A video of some people in white coats claiming to be doctors, broadcasting from in front of the Supreme Court building and making spurious claims about the COVID-19 pandemic — which the president of course retweeted — has been removed by Facebook, Twitter, and YouTube citing their policies on misinformation.
A group calling themselves "America's Frontline Doctors," which seems to have been formed two weeks ago and whose website has already disappeared, promoted the insane video via Breitbart News. And in it, these doctors — none of whom is apparently an epidemiologist — stage an official-seeming press conference in which they say things like "you don't need masks" to prevent spread of the coronavirus, and hydroxychloroquine actually works to treat severe cases — both positions that have been debunked by science and actual doctors.
As CNN reports, President Trump had shared multiple versions of the video on Twitter Monday night before it was removed, and according to Breitbart, the video had racked up 17 million views on Facebook and tens of thousands more on YouTube.
A lab-coated woman in the video claims, "This virus has a cure, it's called hydroxychloroquine, zinc, and Zithromax," and says that masks aren't necessary because this "cure" exists.
A study in Brazil has already debunked the use of hydroxychloroquine and Zithromax, and multiple other studies have shown no significant improvement in patients taking hydroxychloroquine — while the drug does take a toll on the liver and the heart in patients who take it. Other drugs, including the antiviral remdesivir and the common anti-inflammatory steroid dexamethasone have reportedly proven to be effective treatments, though both continue to be studied — and nothing has been proven to be a "cure" by any stretch.
Facebook didn't manage to remove the video before it racked up millions of views, but ultimately it did. "We've removed this video for sharing false information about cures and treatments for COVID-19," a Facebook spokesperson tells CNN, adding that they were alerting people who had commented on or shared the video that these claims have been debunked by the World Health Organization.

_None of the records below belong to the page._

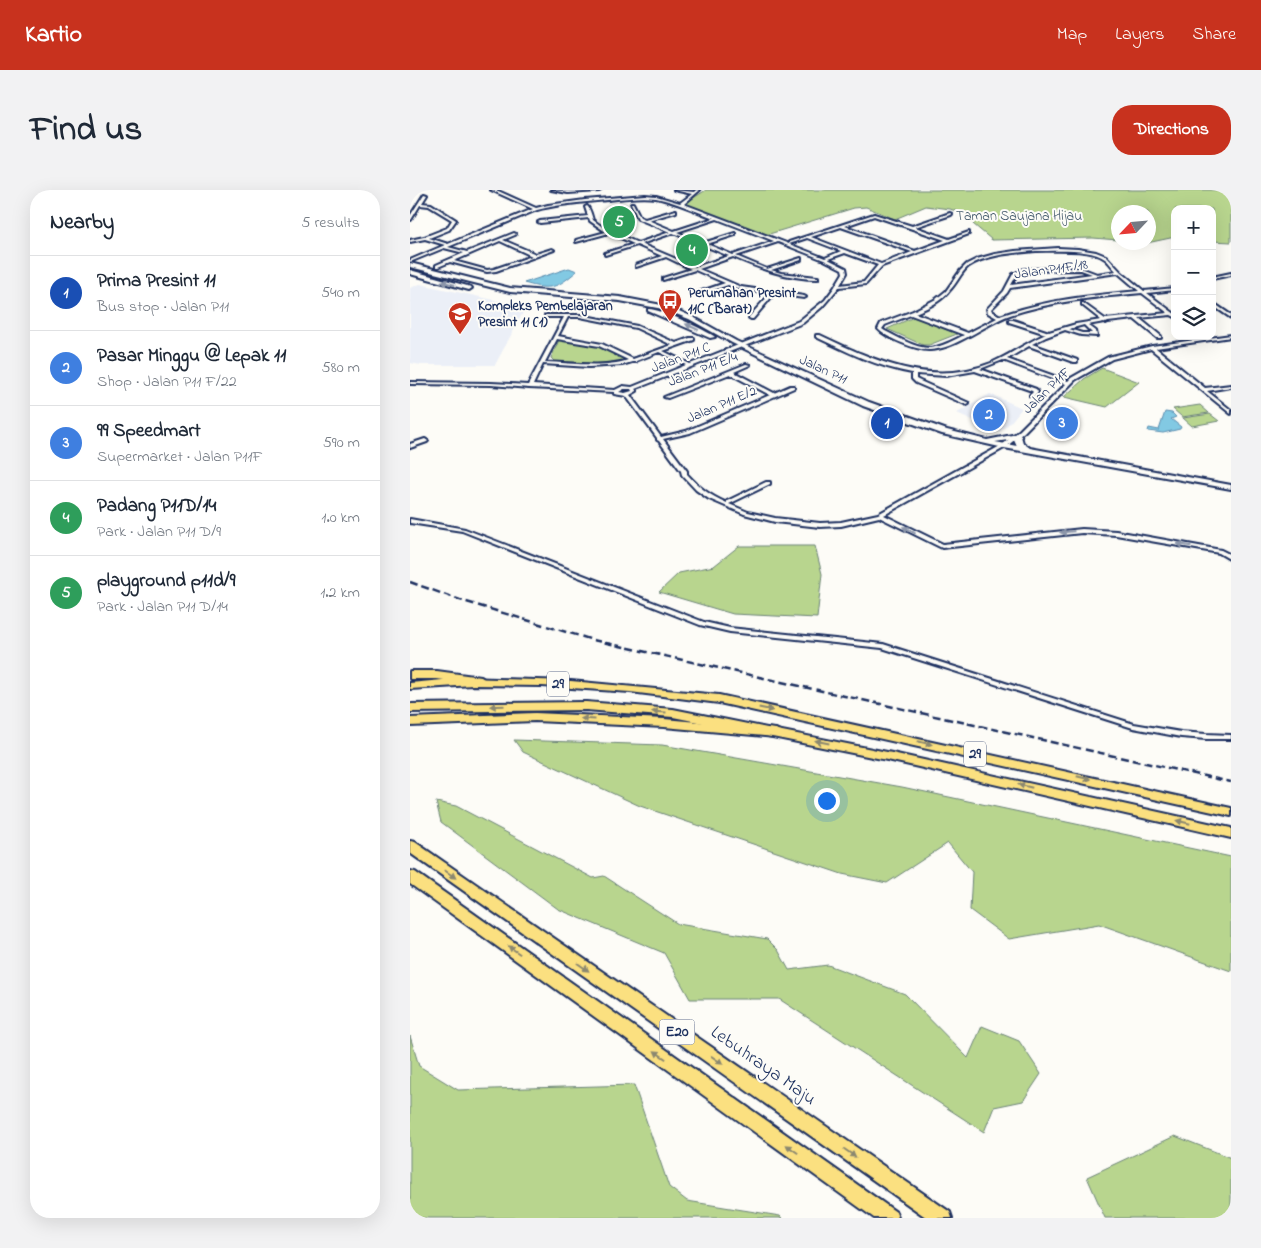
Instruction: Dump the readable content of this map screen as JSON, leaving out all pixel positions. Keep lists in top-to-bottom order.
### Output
{
  "streets": {
    "highway": ["29", "E20", "Lebuhraya Maju"],
    "main road": ["Jalan P11"],
    "street": [
      "Jalan P11F/18",
      "Jalan P11 C",
      "Jalan P11 E/4",
      "Jalan P11F",
      "Jalan P11 E/2"
    ]
  },
  "crossings": [
    ["Jalan P11 C", "Jalan P11"],
    ["Jalan P11", "Jalan P11F"]
  ],
  "parks": ["Taman Saujana Hijau"],
  "places": {
    "bus stop": ["Perumahan Presint 11C (Barat)"],
    "school or university": ["Kompleks Pembelajaran Presint 11 (1)"]
  },
  "north": "bottom left",
  "page": {
    "header": "Kartio",
    "nav": ["Map", "Layers", "Share"],
    "title": "Find us",
    "buttons": "Directions",
    "heading": ["Nearby", "5 results"],
    "pins": [
      "5",
      "4",
      "2",
      "1",
      "3"
    ],
    "map_buttons": ["+", "−"],
    "list": [
      {
        "mark": "1",
        "name": "Prima Presint 11",
        "note": "Bus stop · Jalan P11",
        "value": "540 m"
      },
      {
        "mark": "2",
        "name": "Pasar Minggu @ Lepak 11",
        "note": "Shop · Jalan P11 F/22",
        "value": "580 m"
      },
      {
        "mark": "3",
        "name": "99 Speedmart",
        "note": "Supermarket · Jalan P11F",
        "value": "590 m"
      },
      {
        "mark": "4",
        "name": "Padang P11D/14",
        "note": "Park · Jalan P11 D/9",
        "value": "1.0 km"
      },
      {
        "mark": "5",
        "name": "playground p11d/9",
        "note": "Park · Jalan P11 D/14",
        "value": "1.2 km"
      }
    ]
  }
}
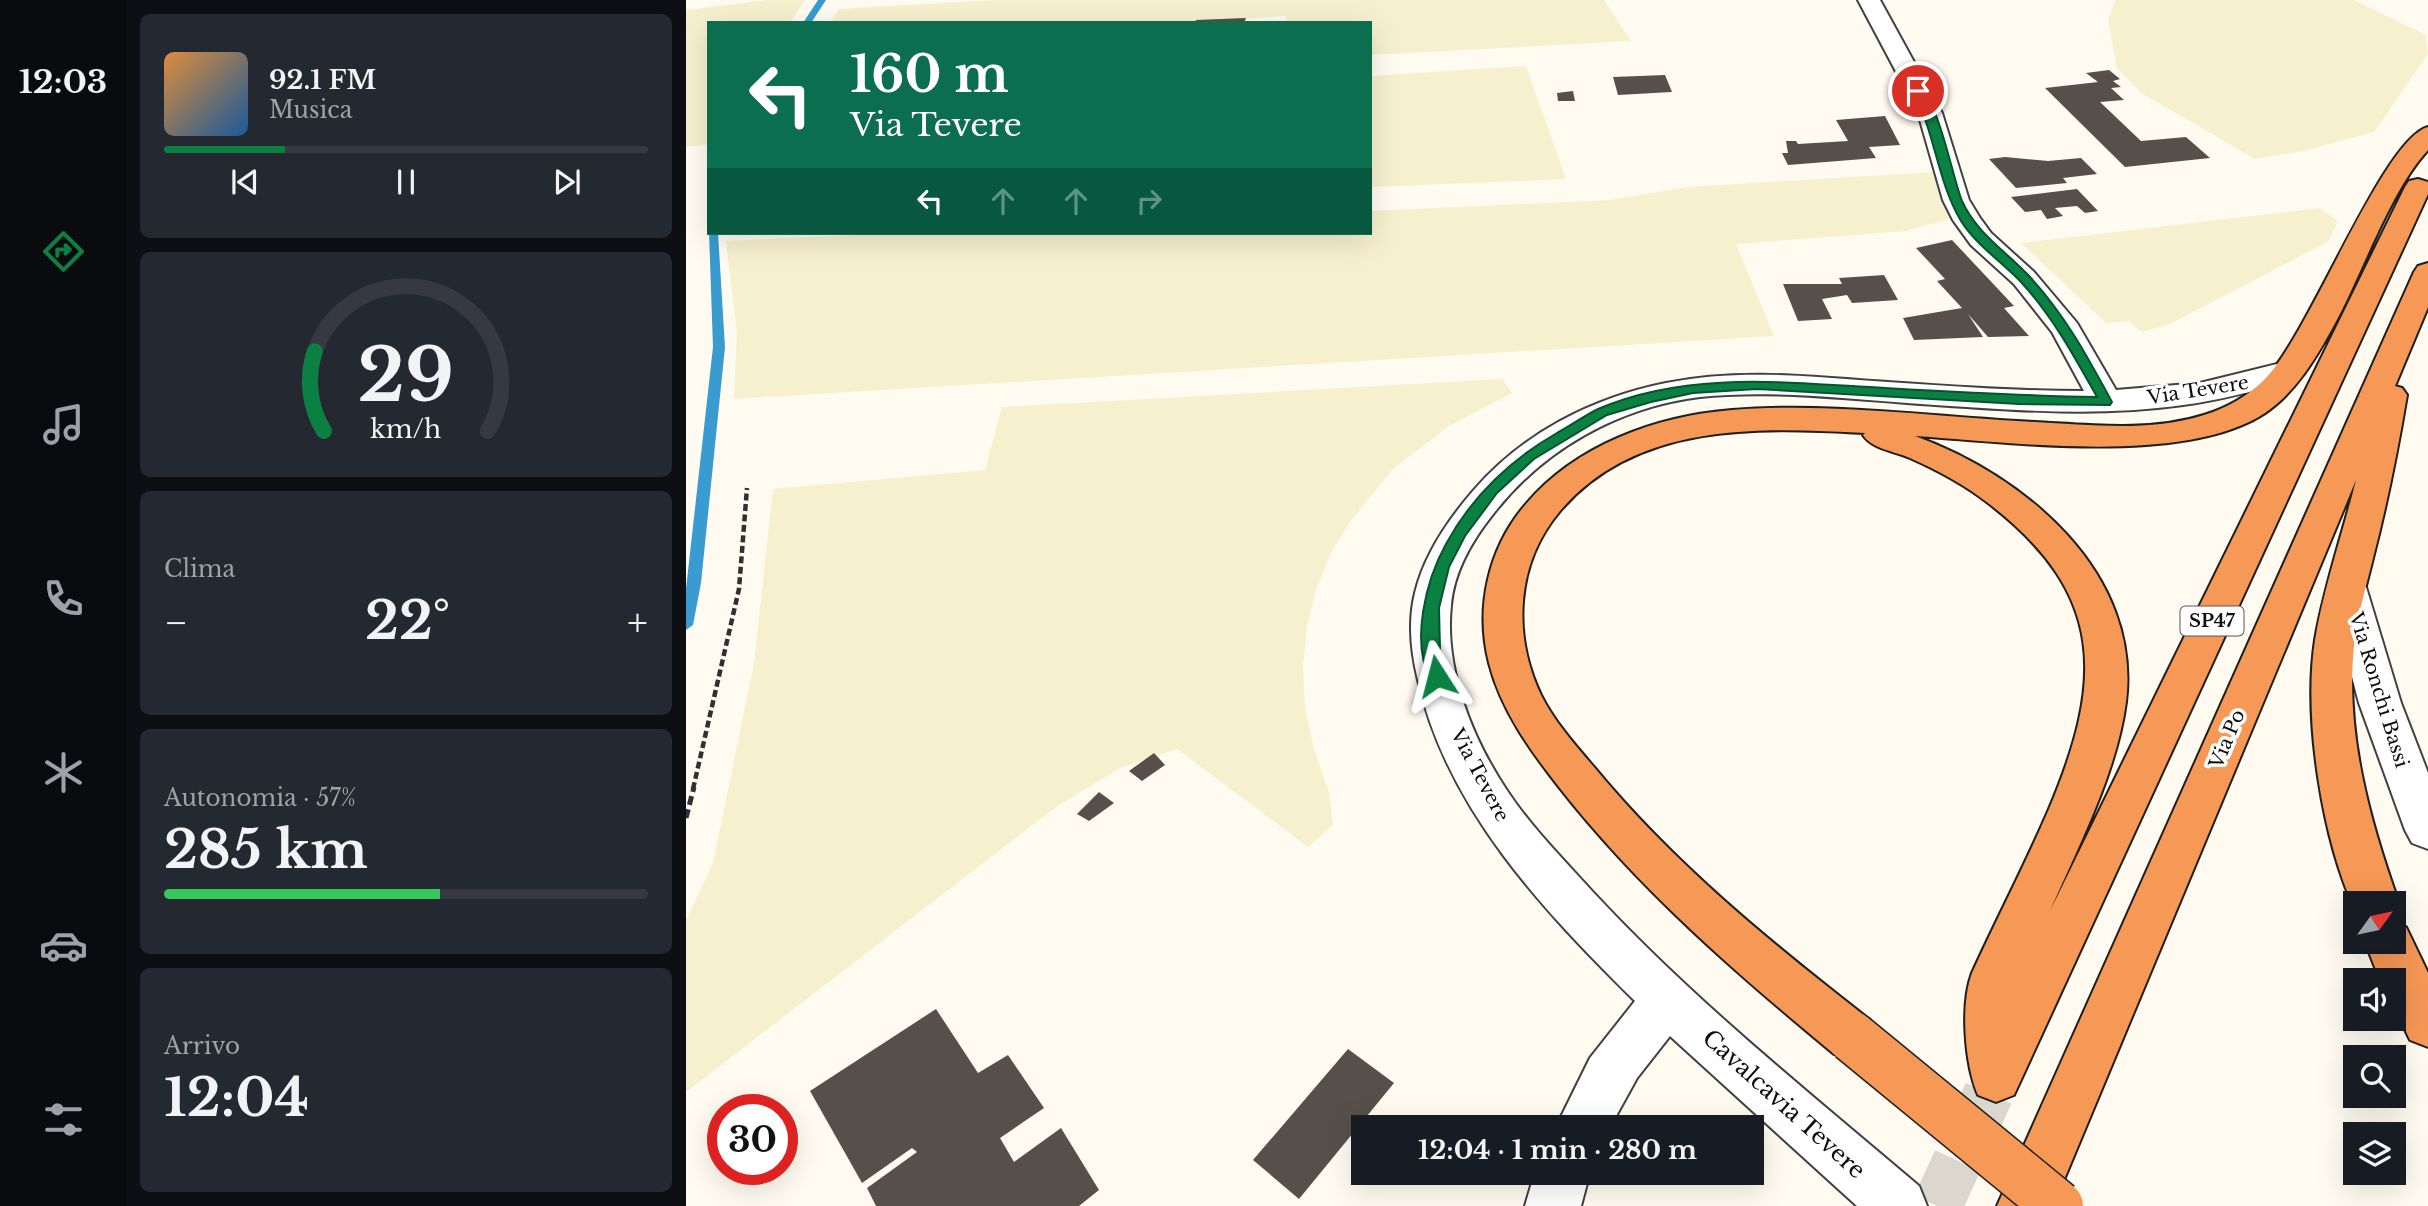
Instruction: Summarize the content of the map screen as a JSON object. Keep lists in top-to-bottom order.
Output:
{
  "streets": {
    "highway": ["SP47", "Via Po"],
    "street": ["Via Tevere", "Via Ronchi Bassi", "Cavalcavia Tevere"]
  },
  "crossings": [
    ["Via Tevere", "Cavalcavia Tevere"]
  ],
  "north": "top right",
  "page": {
    "tabs": "12:03",
    "turn": ["160 m", "Via Tevere"],
    "song": ["92.1 FM", "Musica"],
    "tile": [
      "Clima",
      ["Autonomia · 57%", "285 km"],
      ["Arrivo", "12:04"]
    ],
    "heat": ["−", "22°", "+"],
    "limit": "30",
    "trip": "12:04 · 1 min · 280 m",
    "gauge": ["29", "km/h"]
  }
}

Twitter was working to remove multiple versions of the video on Monday night, and YouTube likewise removed the video saying it violated community guidelines.
Dr. Simone Gold, a Los Angeles-based emergency medicine specialist, is the supposed leader of "America's Frontline Doctors," and she has previously served as a talking head on Fox News saying that stay-at-home orders aren't necessary. She's also spouted the very Trumpian opinion that there is "no scientific basis that the average American should be concerned" about Covid-19, despite the fact that cases are surging nationwide, young people are dying, and we're about to cross the 150,000 mark of Americans who have died from it.
Another doctor featured in the video, African-born pediatrician and religious minister Stella Immanuel, gets up and touts the benefits of hydroxychloroquine — claiming to have treated over 300 COVID patients in Houston with the drug to great success. She is the one making the claim about the "cure" and saying masks and lockdowns aren't necessary. She also has a history of making insane claims about other medical issues, as The Daily Beast points out, saying that endometriosis and uterine cysts are caused by people having sex with demons in their dreams. And she reportedly thinks the government is run by aliens.
Somehow, in the ignorant corners of America and Trump's mind, it's still important to make the pandemic into a political fight, while the entire world watches in amusement and horror at how badly this country has bungled the fight against the virus, which knows no political allegiance.
So, thank you Trump, and thank you "America's Frontline Doctors" for giving voters yet another reason to see you for the venal and immoral people that you are. None of this makes sense except if you are a moron who believes that every other news organization in the world besides Fox and Breitbart is lying for some unfathomable reason, and down is up and the sky is green.